Planning a Large Cluster

In a large cluster layout of 120 nodes or more, nodes form a correlated failure group, governed by their control node—the node that runs control messaging (spread). If a control node fails, all nodes in its host group also fail.

This topic provides tips on how to plan for a large cluster arrangement. See Installing a Large Cluster and Large Cluster Best Practices for more information.

Planning the number of control nodes

Configuring a large cluster requires careful and thorough network planning. You must have a solid understanding of your network topology before you configure the cluster.

To assess how many cluster nodes should be control nodes, use the square root of the total number of nodes expected to be in the database cluster to help satisfy both data K-Safety and rack fault tolerance for the cluster. Depending on the result, you might need to adjust the number of control nodes to account for your physical hardware/rack count. For example, if you have 121 nodes (with a result of 11), and your nodes will be distributed across 8 racks, you might want to increase the number of control nodes to 16 so you have two control nodes per rack.

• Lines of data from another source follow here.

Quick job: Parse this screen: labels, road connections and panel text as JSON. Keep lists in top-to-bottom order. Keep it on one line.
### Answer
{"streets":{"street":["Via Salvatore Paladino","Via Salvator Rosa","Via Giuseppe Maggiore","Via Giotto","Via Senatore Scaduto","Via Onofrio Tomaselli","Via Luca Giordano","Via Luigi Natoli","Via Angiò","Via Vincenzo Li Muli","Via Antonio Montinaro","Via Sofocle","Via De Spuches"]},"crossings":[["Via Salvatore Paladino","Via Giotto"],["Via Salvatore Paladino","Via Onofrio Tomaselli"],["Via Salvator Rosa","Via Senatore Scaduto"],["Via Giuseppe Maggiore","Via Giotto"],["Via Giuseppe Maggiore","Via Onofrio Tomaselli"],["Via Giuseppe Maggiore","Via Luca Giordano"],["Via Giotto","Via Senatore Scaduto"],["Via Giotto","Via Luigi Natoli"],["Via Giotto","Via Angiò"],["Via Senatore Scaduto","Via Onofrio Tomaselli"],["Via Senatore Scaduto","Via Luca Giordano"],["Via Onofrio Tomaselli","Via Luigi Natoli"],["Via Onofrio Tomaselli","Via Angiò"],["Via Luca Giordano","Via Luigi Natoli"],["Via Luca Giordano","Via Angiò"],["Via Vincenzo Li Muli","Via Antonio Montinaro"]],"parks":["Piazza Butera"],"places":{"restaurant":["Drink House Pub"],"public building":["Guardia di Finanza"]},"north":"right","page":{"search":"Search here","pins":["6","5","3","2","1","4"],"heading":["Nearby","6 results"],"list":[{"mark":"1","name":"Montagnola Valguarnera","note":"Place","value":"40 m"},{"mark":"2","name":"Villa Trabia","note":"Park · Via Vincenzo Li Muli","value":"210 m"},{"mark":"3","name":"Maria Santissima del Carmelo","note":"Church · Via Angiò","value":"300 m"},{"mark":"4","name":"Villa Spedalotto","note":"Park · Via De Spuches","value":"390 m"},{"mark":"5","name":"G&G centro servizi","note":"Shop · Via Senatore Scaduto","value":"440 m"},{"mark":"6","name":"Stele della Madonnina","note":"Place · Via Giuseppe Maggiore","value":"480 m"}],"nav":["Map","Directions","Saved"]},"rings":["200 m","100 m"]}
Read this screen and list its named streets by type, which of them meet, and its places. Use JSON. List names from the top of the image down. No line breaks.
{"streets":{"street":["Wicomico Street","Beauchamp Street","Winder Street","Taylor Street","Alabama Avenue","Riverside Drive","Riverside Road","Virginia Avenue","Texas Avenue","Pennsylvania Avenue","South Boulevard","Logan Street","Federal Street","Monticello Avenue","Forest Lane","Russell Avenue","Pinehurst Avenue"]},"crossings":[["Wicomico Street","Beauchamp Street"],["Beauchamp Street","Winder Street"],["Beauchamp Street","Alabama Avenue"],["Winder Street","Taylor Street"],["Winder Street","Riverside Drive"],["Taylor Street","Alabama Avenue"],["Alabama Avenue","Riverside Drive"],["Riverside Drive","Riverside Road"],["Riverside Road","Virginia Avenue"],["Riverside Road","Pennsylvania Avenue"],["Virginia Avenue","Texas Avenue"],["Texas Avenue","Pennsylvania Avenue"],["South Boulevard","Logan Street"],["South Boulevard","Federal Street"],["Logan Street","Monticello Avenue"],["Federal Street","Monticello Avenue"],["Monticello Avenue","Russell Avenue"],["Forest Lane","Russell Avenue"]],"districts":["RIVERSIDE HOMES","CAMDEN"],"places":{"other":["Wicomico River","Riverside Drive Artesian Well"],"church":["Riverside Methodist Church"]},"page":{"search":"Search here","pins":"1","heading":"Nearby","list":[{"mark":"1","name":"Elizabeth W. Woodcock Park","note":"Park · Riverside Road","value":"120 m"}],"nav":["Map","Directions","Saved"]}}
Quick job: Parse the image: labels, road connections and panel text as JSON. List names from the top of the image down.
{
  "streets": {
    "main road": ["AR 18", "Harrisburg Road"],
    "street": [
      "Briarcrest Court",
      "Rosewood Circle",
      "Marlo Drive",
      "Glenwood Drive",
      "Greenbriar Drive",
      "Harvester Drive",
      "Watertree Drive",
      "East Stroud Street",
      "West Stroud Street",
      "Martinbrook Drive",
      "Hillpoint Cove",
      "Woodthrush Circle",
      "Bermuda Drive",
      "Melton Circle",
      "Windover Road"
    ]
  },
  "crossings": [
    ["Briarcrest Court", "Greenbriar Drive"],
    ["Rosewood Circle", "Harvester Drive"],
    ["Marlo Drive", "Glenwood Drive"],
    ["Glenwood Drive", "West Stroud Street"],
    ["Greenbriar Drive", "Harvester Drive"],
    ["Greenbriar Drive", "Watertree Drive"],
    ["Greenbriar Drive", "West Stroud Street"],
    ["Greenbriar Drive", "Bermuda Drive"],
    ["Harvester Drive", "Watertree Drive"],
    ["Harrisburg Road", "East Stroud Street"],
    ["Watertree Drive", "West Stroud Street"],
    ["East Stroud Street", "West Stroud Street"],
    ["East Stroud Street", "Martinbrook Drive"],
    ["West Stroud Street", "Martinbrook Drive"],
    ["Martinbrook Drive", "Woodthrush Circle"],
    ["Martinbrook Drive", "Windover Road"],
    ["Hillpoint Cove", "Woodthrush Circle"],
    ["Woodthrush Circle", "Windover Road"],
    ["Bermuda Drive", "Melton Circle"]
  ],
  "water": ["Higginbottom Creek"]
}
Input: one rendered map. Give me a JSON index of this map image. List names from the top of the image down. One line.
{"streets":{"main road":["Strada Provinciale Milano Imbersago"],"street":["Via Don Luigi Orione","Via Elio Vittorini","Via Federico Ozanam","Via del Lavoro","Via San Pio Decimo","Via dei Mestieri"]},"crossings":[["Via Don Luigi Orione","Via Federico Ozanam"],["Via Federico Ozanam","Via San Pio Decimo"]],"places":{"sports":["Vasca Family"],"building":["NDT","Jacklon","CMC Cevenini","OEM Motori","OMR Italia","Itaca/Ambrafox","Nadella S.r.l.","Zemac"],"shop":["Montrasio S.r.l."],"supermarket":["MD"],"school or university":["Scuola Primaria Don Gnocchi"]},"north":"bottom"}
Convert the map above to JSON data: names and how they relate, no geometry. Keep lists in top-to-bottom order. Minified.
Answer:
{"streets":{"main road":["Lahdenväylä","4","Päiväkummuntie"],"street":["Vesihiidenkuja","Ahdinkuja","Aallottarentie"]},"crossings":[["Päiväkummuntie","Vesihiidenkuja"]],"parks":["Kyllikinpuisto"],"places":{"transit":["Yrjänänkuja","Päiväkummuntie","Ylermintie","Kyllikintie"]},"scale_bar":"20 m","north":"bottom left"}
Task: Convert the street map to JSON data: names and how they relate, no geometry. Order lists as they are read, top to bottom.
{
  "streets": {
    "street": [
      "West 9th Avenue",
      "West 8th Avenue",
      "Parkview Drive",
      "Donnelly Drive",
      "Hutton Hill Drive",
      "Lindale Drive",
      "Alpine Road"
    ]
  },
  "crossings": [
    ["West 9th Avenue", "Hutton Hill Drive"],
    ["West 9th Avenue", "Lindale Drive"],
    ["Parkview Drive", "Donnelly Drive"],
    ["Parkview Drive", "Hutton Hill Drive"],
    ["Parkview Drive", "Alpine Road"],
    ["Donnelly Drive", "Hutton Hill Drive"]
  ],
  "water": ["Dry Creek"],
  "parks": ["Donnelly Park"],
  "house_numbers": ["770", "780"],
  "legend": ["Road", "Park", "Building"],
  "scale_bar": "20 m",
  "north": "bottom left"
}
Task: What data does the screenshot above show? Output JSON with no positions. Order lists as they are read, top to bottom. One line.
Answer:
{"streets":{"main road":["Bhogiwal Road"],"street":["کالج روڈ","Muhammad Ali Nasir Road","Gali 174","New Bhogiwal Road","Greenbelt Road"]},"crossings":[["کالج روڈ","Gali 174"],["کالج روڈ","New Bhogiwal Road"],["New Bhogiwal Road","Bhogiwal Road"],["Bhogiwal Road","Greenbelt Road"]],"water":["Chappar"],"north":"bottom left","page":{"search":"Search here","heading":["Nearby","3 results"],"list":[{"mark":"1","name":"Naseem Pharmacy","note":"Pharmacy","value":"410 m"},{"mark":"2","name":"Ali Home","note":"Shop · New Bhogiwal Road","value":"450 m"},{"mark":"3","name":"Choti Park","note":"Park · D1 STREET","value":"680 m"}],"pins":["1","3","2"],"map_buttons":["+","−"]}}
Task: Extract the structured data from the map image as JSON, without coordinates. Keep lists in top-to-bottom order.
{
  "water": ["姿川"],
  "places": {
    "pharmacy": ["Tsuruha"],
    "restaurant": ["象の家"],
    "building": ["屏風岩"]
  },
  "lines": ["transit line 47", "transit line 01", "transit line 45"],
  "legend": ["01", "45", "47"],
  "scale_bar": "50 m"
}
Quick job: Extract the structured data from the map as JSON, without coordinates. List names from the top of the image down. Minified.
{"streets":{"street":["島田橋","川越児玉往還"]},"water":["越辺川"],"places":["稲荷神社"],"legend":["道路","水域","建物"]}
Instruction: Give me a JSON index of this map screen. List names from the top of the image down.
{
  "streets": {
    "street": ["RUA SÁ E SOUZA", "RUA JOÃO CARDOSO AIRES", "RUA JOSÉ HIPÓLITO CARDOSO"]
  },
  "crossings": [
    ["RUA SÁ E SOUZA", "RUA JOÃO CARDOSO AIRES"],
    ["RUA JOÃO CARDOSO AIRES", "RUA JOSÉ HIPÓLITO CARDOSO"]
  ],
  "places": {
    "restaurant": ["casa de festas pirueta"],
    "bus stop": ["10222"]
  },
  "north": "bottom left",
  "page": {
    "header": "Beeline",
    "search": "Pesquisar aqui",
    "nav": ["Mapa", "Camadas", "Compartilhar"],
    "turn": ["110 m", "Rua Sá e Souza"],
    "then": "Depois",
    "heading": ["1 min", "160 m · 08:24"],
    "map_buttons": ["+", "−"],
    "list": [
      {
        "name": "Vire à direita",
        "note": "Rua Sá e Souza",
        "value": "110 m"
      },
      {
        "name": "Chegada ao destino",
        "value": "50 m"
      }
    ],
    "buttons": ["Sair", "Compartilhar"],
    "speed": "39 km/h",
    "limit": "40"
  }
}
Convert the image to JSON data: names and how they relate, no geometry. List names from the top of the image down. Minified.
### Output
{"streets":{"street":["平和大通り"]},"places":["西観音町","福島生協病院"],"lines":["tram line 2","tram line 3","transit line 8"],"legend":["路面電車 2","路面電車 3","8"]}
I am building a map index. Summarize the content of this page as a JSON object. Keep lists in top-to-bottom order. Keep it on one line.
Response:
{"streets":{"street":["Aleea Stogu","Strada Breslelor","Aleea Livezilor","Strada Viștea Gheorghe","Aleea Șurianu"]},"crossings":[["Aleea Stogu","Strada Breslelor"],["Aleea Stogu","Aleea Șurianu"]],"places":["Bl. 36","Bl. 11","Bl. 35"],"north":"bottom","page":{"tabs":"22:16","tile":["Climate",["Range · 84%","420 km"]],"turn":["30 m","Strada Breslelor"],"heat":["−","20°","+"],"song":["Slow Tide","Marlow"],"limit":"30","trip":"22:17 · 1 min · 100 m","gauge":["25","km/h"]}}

Specifying the number of control nodes

Vertica provides different tools to help you define the number of control nodes, depending on your current configuration. Consider the following scenarios, in which cluster nodes are distributed among three racks in different configurations:

If your cluster fits this scenario ... Consider this setup
Three control nodes. All other nodes are evenly distributed among the three racks. Specify one control node per rack.
Five control nodes and three racks. Specify two control nodes on two racks each and one control node on the final rack.
Four control nodes. One rack has twice as many nodes as the other racks. Specify two control nodes on the larger rack and one control node each on the other two racks.